*Work instruction*. The word "nowrap" appears in some lines of the entries. Say how many, and give nothing but the number.

[Saved entries]
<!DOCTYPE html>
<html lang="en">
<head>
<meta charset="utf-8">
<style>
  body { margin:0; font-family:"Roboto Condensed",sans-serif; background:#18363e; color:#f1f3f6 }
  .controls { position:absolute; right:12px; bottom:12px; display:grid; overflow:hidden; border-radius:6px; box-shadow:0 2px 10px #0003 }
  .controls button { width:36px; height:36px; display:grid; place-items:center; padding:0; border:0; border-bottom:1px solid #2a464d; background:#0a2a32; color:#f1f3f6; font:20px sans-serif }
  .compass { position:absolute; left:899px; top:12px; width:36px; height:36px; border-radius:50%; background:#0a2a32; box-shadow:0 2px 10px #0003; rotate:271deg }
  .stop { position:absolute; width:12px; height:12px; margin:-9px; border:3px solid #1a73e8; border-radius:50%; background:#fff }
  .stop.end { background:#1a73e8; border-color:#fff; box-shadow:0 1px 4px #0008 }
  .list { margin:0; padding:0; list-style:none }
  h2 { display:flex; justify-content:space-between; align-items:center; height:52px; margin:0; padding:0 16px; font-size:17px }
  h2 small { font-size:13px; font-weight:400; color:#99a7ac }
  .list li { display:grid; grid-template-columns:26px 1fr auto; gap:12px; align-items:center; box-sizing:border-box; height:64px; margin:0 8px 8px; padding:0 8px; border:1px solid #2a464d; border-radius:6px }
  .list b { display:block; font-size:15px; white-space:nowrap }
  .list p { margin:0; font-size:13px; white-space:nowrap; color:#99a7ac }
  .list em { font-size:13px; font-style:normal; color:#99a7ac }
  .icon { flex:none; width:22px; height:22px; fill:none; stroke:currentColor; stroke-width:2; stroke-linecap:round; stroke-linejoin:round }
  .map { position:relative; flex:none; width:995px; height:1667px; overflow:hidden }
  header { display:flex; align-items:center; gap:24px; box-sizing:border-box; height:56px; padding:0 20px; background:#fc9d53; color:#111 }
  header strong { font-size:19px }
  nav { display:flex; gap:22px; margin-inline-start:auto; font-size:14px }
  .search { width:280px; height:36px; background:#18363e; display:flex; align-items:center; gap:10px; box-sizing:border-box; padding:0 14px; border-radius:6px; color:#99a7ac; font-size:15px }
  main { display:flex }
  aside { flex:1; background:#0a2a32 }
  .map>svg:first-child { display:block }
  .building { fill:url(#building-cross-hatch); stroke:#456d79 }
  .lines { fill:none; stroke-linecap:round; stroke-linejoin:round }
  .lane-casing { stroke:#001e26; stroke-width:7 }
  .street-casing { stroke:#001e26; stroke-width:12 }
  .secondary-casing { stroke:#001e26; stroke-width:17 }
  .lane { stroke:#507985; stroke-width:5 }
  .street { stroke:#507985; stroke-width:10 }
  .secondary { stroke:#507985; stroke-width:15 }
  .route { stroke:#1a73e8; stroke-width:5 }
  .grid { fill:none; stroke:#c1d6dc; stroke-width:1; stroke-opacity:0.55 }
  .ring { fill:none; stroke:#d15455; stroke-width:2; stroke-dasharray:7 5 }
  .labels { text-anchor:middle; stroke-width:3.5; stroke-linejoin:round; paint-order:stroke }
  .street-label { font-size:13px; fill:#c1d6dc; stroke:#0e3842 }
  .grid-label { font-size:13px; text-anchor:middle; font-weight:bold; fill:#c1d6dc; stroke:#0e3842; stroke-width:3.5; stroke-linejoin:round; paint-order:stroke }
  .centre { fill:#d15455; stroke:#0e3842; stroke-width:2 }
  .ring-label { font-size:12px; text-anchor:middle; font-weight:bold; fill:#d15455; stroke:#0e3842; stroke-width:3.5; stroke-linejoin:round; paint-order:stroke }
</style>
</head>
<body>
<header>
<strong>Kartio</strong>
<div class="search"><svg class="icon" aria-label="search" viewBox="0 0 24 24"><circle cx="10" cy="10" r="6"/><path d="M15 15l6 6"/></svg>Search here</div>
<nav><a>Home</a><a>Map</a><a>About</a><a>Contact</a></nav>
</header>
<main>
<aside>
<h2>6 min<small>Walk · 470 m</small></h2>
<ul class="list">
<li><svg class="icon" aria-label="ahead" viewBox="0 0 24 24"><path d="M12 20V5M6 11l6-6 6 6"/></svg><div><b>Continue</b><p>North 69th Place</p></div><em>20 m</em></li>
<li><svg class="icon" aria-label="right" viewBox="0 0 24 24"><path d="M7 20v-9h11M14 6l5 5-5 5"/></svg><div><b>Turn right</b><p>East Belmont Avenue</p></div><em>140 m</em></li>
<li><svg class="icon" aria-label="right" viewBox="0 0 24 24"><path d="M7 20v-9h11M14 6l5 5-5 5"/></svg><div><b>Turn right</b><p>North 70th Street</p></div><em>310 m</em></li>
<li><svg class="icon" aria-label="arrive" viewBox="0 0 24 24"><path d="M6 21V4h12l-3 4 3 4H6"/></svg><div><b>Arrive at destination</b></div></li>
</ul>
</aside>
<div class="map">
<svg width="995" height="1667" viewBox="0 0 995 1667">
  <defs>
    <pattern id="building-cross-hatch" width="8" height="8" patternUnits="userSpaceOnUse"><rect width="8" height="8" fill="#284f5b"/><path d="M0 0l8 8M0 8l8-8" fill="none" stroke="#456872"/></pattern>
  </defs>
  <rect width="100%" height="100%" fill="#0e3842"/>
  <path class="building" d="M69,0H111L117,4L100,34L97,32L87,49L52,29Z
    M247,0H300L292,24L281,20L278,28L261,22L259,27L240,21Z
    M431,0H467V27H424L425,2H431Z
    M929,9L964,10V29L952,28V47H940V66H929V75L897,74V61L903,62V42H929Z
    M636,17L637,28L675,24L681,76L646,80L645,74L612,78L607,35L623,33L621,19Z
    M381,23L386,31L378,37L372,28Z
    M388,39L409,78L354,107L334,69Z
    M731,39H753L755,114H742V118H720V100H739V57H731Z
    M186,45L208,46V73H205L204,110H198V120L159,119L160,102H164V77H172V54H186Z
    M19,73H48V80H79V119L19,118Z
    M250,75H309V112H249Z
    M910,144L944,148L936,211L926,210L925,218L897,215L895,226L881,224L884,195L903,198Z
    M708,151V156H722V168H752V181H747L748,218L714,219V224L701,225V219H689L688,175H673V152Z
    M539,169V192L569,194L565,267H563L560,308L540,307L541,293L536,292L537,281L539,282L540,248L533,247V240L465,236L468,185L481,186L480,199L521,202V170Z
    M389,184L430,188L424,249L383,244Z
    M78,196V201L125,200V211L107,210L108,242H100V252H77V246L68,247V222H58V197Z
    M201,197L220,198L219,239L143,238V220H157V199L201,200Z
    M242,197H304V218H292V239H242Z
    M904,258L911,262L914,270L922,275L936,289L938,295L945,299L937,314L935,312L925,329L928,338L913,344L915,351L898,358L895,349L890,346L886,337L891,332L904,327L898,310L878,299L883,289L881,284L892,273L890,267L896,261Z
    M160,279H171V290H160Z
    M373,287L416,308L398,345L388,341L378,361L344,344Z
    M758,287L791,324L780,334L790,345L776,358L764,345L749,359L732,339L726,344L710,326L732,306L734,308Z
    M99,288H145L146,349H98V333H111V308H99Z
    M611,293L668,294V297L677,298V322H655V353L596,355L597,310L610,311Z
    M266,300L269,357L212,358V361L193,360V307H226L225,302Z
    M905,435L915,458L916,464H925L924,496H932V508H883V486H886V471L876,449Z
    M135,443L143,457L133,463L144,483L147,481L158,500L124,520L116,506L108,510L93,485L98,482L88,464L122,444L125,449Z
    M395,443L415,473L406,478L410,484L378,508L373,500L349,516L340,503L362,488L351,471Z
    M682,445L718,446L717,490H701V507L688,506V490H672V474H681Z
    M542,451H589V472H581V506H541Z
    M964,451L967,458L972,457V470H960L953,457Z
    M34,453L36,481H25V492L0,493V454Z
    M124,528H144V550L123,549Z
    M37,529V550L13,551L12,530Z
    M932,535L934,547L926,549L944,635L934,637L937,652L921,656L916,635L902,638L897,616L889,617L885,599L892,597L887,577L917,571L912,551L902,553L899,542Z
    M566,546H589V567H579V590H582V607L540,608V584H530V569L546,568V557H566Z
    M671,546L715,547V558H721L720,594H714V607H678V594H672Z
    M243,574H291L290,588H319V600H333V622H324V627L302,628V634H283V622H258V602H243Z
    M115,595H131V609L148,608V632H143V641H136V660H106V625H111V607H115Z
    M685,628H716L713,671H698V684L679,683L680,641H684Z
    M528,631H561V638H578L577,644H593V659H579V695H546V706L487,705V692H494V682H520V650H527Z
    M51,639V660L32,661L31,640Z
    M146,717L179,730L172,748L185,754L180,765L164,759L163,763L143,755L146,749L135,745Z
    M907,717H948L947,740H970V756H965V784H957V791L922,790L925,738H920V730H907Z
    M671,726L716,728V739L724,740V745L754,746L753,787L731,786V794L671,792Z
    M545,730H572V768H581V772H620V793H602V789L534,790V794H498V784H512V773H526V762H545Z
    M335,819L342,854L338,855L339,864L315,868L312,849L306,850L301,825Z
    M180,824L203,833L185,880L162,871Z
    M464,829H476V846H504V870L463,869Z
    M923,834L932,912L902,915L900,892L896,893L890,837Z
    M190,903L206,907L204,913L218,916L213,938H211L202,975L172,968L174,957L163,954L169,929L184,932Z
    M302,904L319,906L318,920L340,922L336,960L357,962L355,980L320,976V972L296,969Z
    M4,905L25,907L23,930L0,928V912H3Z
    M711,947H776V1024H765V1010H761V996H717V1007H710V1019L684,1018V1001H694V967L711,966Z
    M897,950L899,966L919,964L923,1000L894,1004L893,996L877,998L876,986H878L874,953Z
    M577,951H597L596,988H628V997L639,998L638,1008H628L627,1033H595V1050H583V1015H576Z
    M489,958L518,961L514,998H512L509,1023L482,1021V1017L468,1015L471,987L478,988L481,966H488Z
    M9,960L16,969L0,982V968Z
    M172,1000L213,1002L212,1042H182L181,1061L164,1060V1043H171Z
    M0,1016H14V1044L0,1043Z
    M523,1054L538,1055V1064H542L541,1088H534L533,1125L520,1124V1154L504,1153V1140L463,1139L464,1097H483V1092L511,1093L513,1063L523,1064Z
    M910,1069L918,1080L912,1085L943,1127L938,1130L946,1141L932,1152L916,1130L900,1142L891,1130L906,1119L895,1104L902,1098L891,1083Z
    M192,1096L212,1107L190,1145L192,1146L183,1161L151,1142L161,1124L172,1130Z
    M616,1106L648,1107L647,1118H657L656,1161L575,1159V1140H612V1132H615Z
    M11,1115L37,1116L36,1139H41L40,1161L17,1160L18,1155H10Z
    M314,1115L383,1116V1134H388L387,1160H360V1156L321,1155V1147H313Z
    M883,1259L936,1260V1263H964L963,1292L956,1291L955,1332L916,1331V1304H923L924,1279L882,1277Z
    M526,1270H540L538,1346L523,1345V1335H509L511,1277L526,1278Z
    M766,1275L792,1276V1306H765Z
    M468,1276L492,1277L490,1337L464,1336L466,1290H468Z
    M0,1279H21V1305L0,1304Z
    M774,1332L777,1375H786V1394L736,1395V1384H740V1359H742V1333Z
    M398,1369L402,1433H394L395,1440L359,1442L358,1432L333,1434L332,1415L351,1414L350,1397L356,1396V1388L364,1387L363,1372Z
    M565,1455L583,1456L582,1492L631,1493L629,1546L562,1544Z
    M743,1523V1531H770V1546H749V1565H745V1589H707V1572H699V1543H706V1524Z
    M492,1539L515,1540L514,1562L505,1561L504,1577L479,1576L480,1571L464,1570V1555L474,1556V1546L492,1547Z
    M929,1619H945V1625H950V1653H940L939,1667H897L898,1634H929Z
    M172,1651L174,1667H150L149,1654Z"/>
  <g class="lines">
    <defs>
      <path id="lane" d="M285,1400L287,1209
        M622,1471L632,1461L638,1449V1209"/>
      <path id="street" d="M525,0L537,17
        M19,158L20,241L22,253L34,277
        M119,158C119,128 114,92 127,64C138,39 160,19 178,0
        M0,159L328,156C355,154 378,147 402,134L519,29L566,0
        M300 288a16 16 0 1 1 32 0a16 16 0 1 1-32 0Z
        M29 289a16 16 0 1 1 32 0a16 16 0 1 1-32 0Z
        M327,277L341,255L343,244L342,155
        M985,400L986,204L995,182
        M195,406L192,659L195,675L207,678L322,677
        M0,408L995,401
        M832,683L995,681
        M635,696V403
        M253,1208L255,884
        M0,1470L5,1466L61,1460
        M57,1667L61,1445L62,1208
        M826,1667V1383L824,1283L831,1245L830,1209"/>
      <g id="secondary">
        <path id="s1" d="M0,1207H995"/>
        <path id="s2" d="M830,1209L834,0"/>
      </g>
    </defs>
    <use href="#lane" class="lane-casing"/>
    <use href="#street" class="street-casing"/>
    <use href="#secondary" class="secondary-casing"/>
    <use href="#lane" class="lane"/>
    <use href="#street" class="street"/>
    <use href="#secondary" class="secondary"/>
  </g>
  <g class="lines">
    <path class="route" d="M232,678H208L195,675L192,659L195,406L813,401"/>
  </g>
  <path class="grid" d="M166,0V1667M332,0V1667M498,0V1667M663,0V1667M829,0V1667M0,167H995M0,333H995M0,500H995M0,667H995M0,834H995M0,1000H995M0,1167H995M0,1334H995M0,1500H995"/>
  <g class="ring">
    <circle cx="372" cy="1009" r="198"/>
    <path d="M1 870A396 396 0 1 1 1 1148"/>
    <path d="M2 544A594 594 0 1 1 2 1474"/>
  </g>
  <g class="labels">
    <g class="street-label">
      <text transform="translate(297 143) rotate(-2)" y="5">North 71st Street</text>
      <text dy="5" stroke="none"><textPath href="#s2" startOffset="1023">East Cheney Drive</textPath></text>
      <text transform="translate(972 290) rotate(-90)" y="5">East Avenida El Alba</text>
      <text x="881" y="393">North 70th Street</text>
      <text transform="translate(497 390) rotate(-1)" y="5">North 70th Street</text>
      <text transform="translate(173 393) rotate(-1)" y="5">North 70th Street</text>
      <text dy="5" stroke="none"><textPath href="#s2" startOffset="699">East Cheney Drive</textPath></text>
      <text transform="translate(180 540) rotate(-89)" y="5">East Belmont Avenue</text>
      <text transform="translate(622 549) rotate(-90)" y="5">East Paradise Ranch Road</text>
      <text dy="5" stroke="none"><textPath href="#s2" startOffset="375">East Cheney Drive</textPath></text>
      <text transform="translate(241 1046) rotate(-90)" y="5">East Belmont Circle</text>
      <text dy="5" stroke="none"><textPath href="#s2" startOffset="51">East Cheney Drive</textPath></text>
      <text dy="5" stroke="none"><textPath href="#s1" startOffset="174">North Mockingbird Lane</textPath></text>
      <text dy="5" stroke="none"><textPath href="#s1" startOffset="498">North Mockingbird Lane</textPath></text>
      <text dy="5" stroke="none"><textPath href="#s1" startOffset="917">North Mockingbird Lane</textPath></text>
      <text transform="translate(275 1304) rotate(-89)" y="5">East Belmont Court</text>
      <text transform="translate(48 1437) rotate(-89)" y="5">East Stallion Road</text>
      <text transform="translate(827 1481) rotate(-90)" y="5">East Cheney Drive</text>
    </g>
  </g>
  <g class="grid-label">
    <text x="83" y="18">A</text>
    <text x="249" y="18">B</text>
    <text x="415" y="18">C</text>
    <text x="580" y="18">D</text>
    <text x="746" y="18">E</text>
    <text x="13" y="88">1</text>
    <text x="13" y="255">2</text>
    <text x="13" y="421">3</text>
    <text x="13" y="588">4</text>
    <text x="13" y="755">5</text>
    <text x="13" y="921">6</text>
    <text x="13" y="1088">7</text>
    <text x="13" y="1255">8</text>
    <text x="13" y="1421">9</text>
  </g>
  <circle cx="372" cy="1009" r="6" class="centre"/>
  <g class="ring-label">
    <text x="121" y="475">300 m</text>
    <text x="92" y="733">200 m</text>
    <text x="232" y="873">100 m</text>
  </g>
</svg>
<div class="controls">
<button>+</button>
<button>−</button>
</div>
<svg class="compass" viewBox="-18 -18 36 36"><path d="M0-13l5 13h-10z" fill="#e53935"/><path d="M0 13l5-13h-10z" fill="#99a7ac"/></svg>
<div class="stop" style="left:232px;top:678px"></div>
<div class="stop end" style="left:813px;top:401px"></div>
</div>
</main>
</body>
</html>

*Solution to this exercise*. 2